Erhält ein Wohnungssuchender mit türkisch klingendem Namen wiederholt vom Vermieter eine Absage, wohingegen er mit fiktivem Namen für die gleiche Wohnung zur Besichtigung eingeladen wurde, liegen Indizien für eine Diskriminierung nach dem Allgemeinen Gleichbehandlungsgesetz (AGG) vor. Kann der Vermieter diese Indizien nicht widerlegen, steht dem Wohnungsinteressenten ein Anspruch auf Entschädigung zu. So entschied das Amtsgericht Charlottenburg (AG Charlottenburg) am 14.01.2020 (203 C 31/19).

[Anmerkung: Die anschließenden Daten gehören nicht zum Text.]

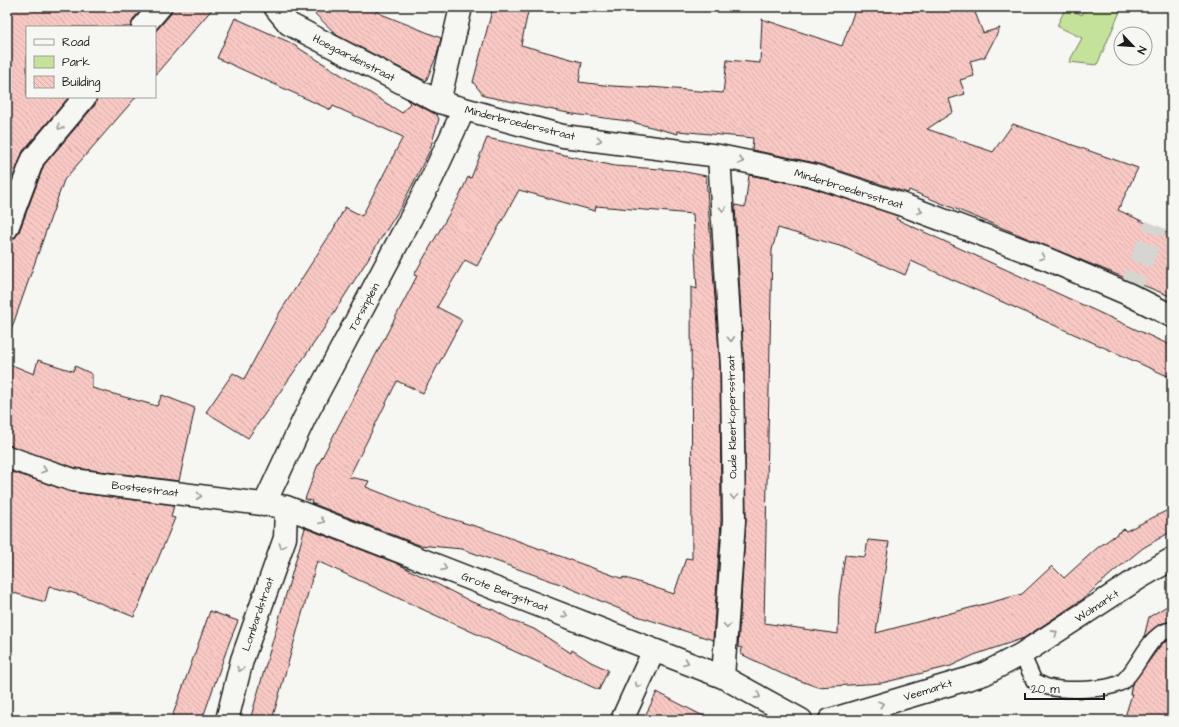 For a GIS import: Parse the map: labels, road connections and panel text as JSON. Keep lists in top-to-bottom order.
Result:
{
  "streets": {
    "street": [
      "Hoegaardenstraat",
      "Minderbroedersstraat",
      "Torsinplein",
      "Oude Kleerkopersstraat",
      "Bostsestraat",
      "Grote Bergstraat",
      "Wolmarkt",
      "Lombardstraat",
      "Veemarkt"
    ]
  },
  "crossings": [
    ["Hoegaardenstraat", "Minderbroedersstraat"],
    ["Minderbroedersstraat", "Torsinplein"],
    ["Minderbroedersstraat", "Oude Kleerkopersstraat"],
    ["Torsinplein", "Bostsestraat"],
    ["Oude Kleerkopersstraat", "Grote Bergstraat"],
    ["Bostsestraat", "Grote Bergstraat"],
    ["Bostsestraat", "Lombardstraat"],
    ["Grote Bergstraat", "Lombardstraat"],
    ["Wolmarkt", "Veemarkt"]
  ],
  "one_way": [
    "Minderbroedersstraat",
    "Oude Kleerkopersstraat",
    "Bostsestraat",
    "Grote Bergstraat",
    "Wolmarkt",
    "Lombardstraat",
    "Veemarkt"
  ],
  "legend": ["Road", "Park", "Building"],
  "scale_bar": "20 m",
  "north": "bottom right"
}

Mietstreitigkeiten und Streit vor Abschluss eines Mietvertrages

Mietstreitigkeiten gehören zu den häufigsten Rechtsstreitigkeiten vor Gericht. Aber auch vor Abschluss eines Mietvertrages kommt es immer häufiger zu Streitigkeiten, die gerichtlich geklärt werden müssen. Dies gilt insbesondere seit Inkrafttreten des AGG im Jahr 2006. Dieses Gesetz soll vor Diskriminierung schützen.

AGG gilt auch schon im Vorfeld der Vermietung

Das daraus folgende Diskriminierungsverbot gilt auch bereits im Vorfeld der Vermietung und führt somit unter Umständen zu einem Entschädigungsanspruch zu Gunsten eines Wohnungsinteressenten.

Ablehnung eines Wohnungssuchenden mit ausländisch klingendem Namen

Über einen solchen Anspruch hatte das AG Charlottenburg am 14.01.2020 zu entscheiden. Geklagt hatte ein Wohnungssuchender mit türkisch klingendem Namen, der für sich und seine Frau eine Wohnung in Berlin suchte. Er bewarb sich bei der Beklagten per Onlineformular unter Angabe seines Namens und seiner Kontaktdaten um die Besichtigung einer von der Beklagten angebotenen Wohnung. Am Folgetag erhielt der Kläger eine Absage mit der Begründung, dass dem Kläger aufgrund der vielen Anfragen kein Angebot unterbreitet werden könne.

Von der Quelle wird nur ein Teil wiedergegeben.